> **DESCRIPTION OF THE TASK**
Answer with a number only: how many lines of the data contain "Fernglade"?

Collected data entries:
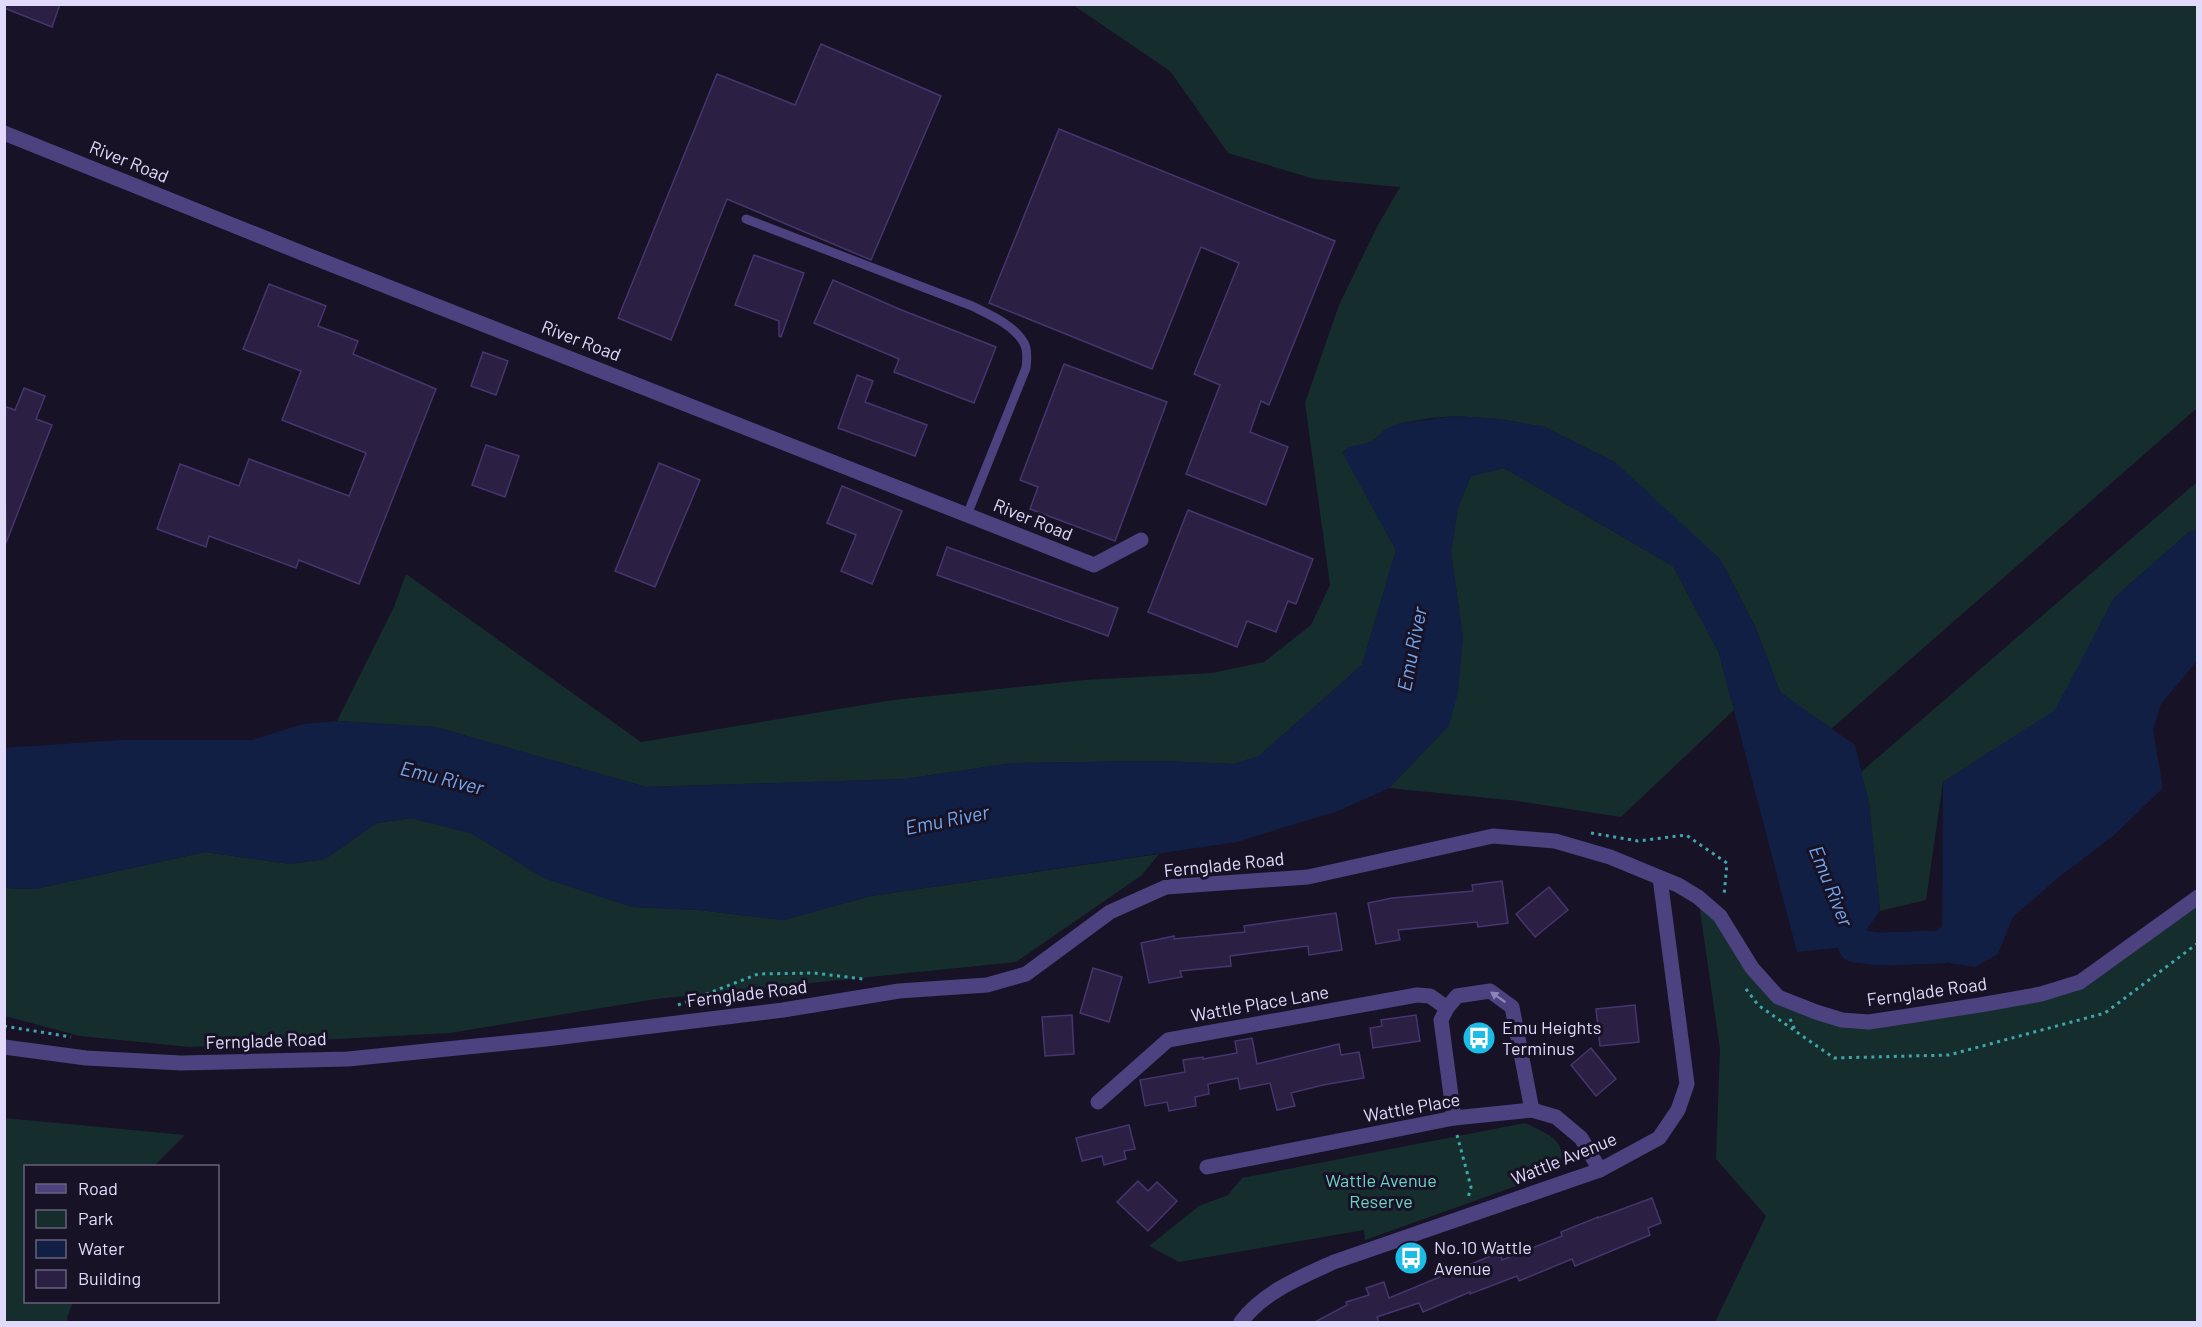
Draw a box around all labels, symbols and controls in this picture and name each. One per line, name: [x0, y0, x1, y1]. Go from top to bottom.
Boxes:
street label: River Road: [87, 135, 172, 187]
street label: River Road: [538, 315, 624, 365]
street label: River Road: [991, 493, 1076, 545]
water label: Emu River: [1391, 604, 1431, 693]
water label: Emu River: [398, 755, 487, 799]
water label: Emu River: [903, 799, 992, 839]
water label: Emu River: [1805, 842, 1859, 930]
street label: Fernglade Road: [1163, 847, 1285, 881]
street label: Fernglade Road: [1865, 972, 1988, 1010]
street label: Fernglade Road: [685, 975, 808, 1011]
street label: Wattle Place Lane: [1189, 980, 1330, 1026]
one-way arrow: [1491, 991, 1507, 1003]
place label: Emu Heights Terminus: [1502, 1016, 1602, 1059]
bus stop icon: Emu Heights Terminus: [1461, 1020, 1497, 1056]
street label: Fernglade Road: [205, 1027, 327, 1053]
street label: Wattle Place: [1362, 1088, 1462, 1126]
street label: Wattle Avenue: [1508, 1127, 1620, 1189]
legend: [24, 1165, 219, 1303]
park label: Wattle Avenue Reserve: [1325, 1169, 1437, 1212]
text: Road: [78, 1177, 118, 1199]
text: Park: [78, 1207, 113, 1229]
place label: No.10 Wattle Avenue: [1434, 1236, 1532, 1279]
text: Water: [78, 1237, 125, 1259]
bus stop icon: No.10 Wattle Avenue: [1393, 1240, 1429, 1276]
text: Building: [78, 1267, 141, 1289]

> **WORKED SOLUTION**
4